- Records to use:
#####

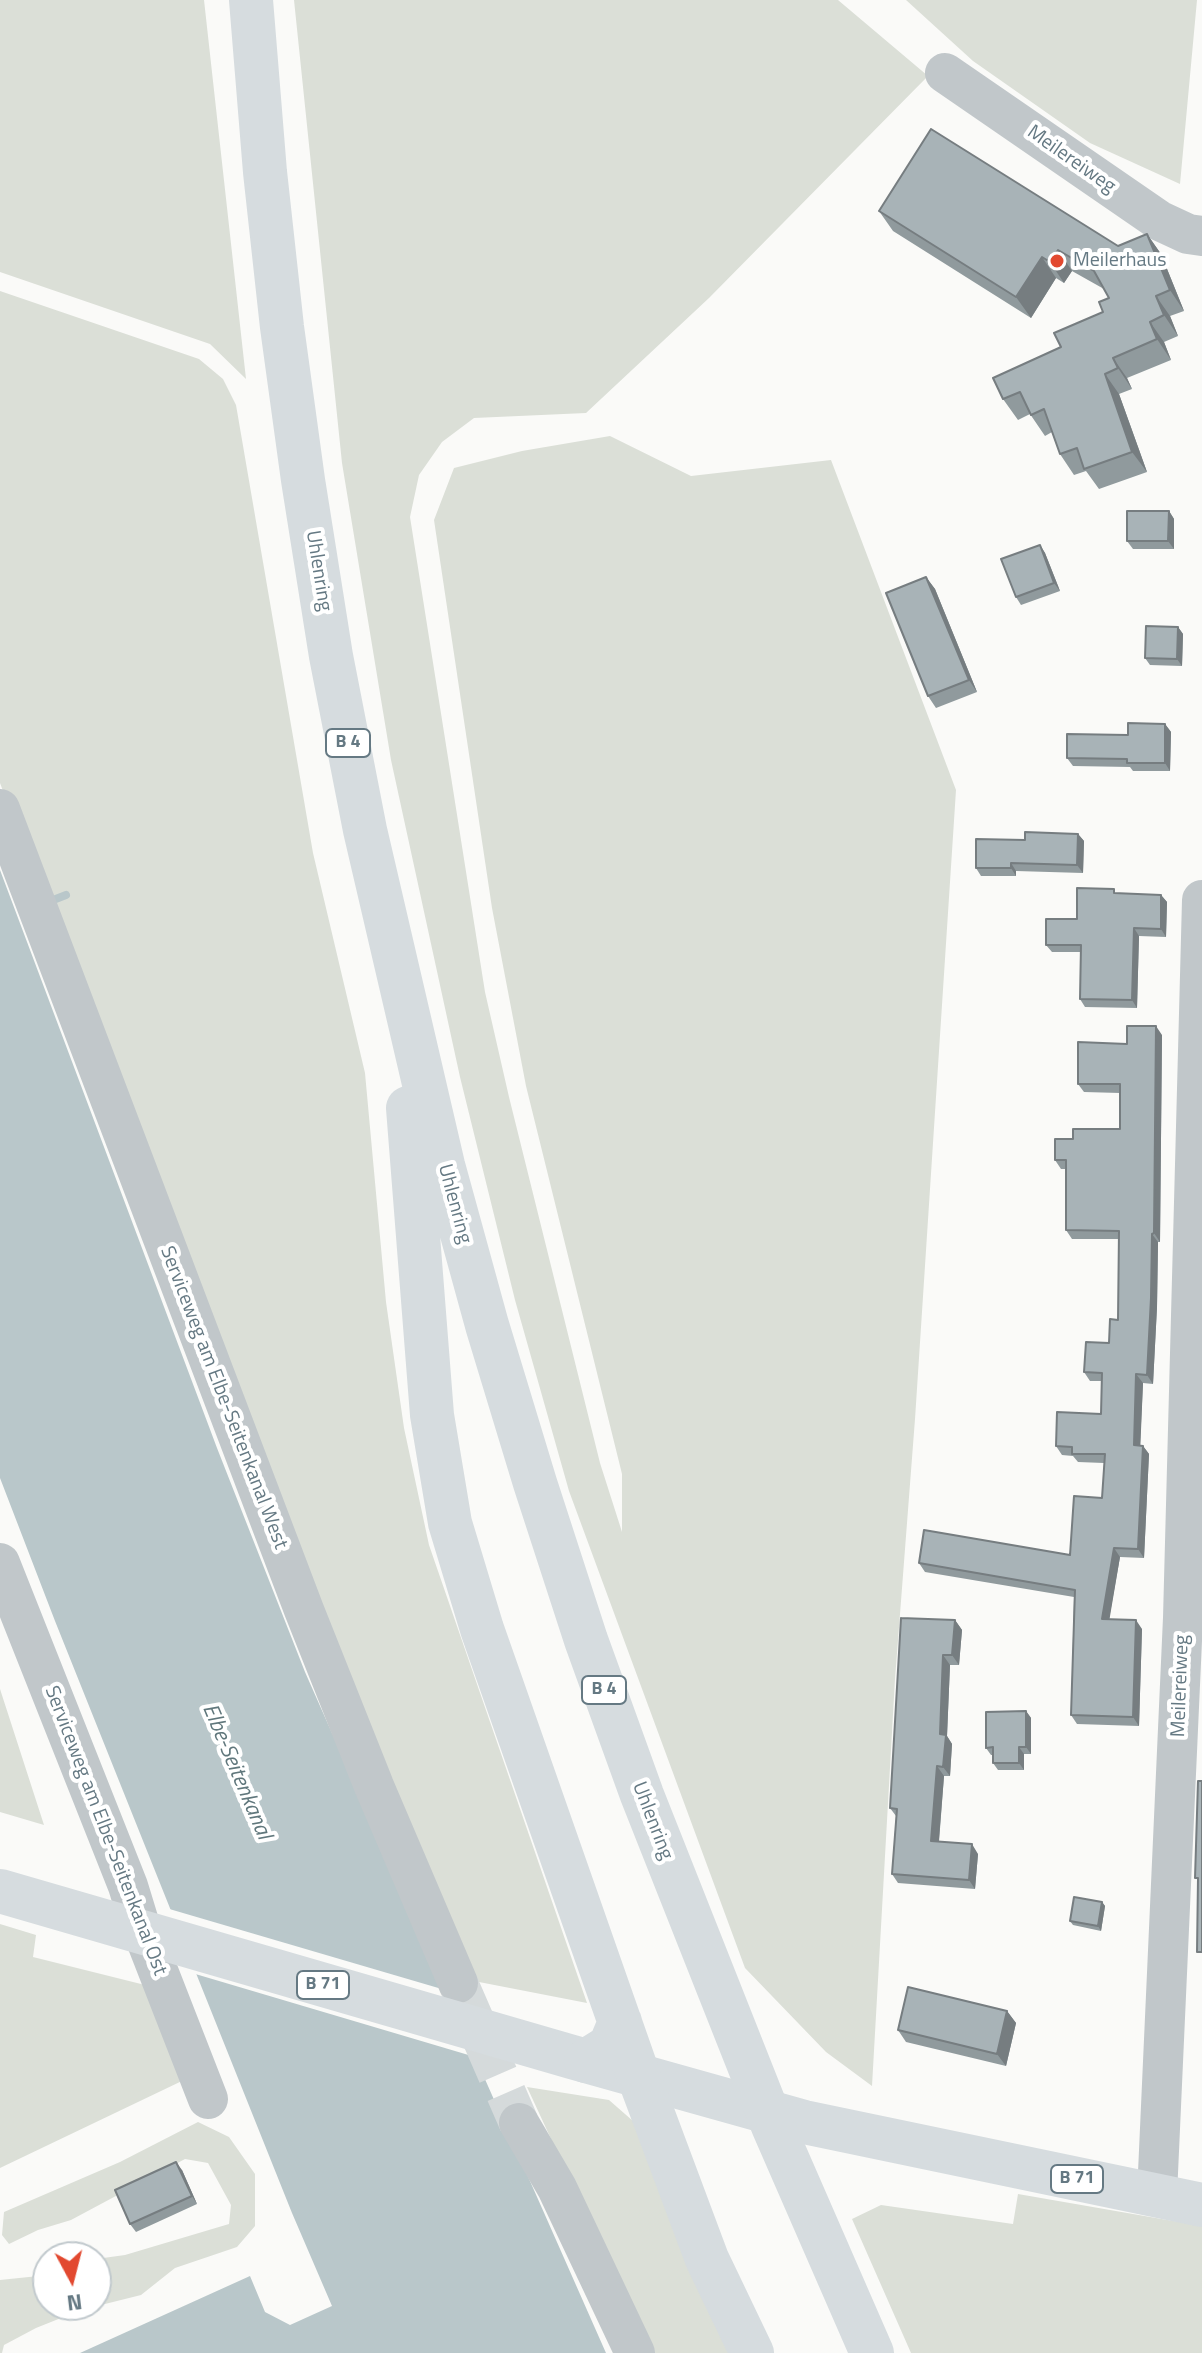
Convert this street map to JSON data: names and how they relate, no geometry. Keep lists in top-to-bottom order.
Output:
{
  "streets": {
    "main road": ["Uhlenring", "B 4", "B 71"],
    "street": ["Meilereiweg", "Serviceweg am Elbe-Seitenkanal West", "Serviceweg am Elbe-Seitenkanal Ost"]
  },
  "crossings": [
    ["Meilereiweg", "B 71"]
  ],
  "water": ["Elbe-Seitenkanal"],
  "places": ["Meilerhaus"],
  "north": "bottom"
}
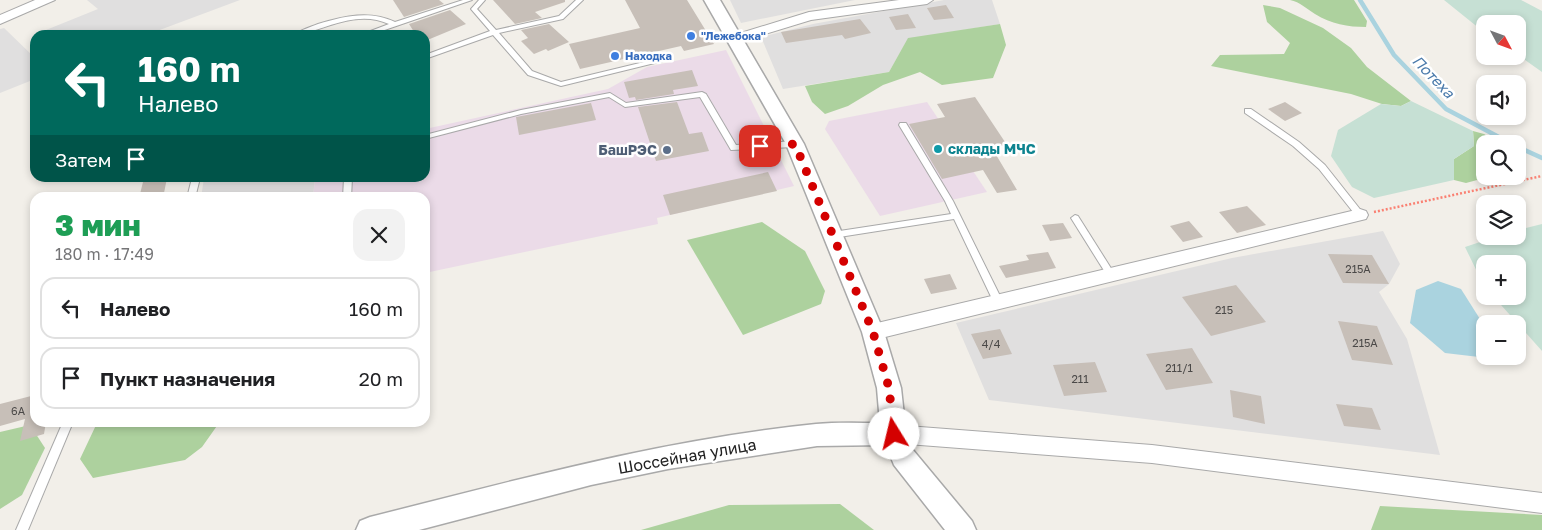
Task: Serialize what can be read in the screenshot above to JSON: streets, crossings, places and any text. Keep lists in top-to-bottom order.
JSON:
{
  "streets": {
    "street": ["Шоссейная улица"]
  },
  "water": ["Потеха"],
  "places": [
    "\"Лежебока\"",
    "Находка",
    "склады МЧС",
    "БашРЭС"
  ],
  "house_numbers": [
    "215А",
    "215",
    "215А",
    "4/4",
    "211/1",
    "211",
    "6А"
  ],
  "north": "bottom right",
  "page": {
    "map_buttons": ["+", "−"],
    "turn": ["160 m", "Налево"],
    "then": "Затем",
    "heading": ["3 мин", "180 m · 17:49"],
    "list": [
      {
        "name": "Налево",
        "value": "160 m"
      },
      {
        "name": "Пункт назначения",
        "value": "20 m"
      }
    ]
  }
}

#####

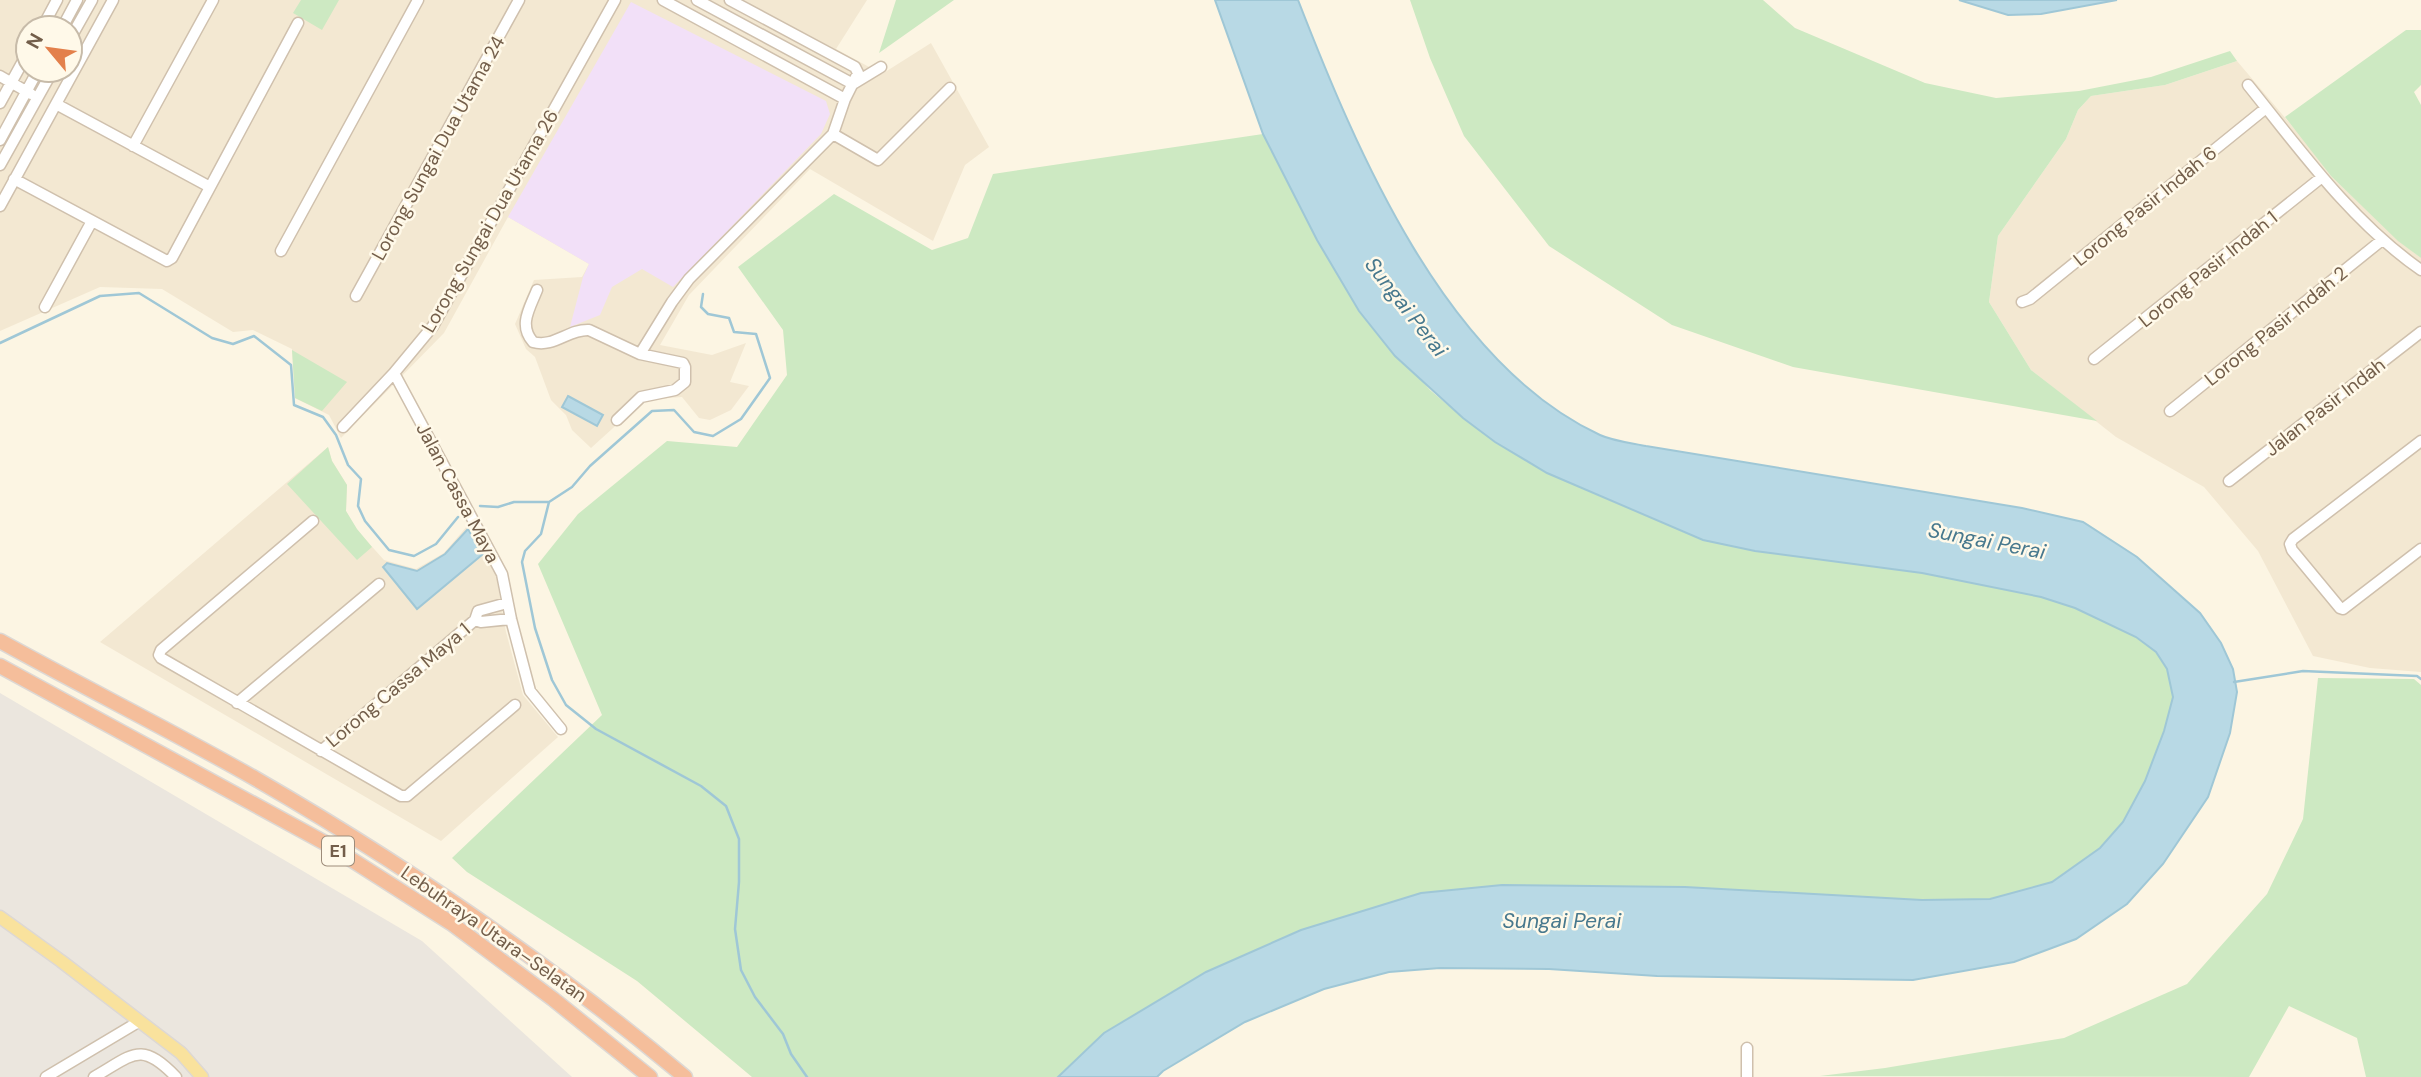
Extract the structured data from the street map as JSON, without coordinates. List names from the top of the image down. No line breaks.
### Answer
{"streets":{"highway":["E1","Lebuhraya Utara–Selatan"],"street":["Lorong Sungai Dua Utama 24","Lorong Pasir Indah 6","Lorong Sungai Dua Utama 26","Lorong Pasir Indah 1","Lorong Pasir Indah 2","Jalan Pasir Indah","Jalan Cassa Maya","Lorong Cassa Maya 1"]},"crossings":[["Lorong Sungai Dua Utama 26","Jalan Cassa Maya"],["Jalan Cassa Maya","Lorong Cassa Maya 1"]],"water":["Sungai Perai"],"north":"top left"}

#####

- Exercise: Please show the lines of the material that contain the string "data".

- Result below:
Convert this street map to JSON data: names and how they relate, no geometry. Keep lists in top-to-bottom order.
Extract the structured data from the street map as JSON, without coordinates. List names from the top of the image down. No line breaks.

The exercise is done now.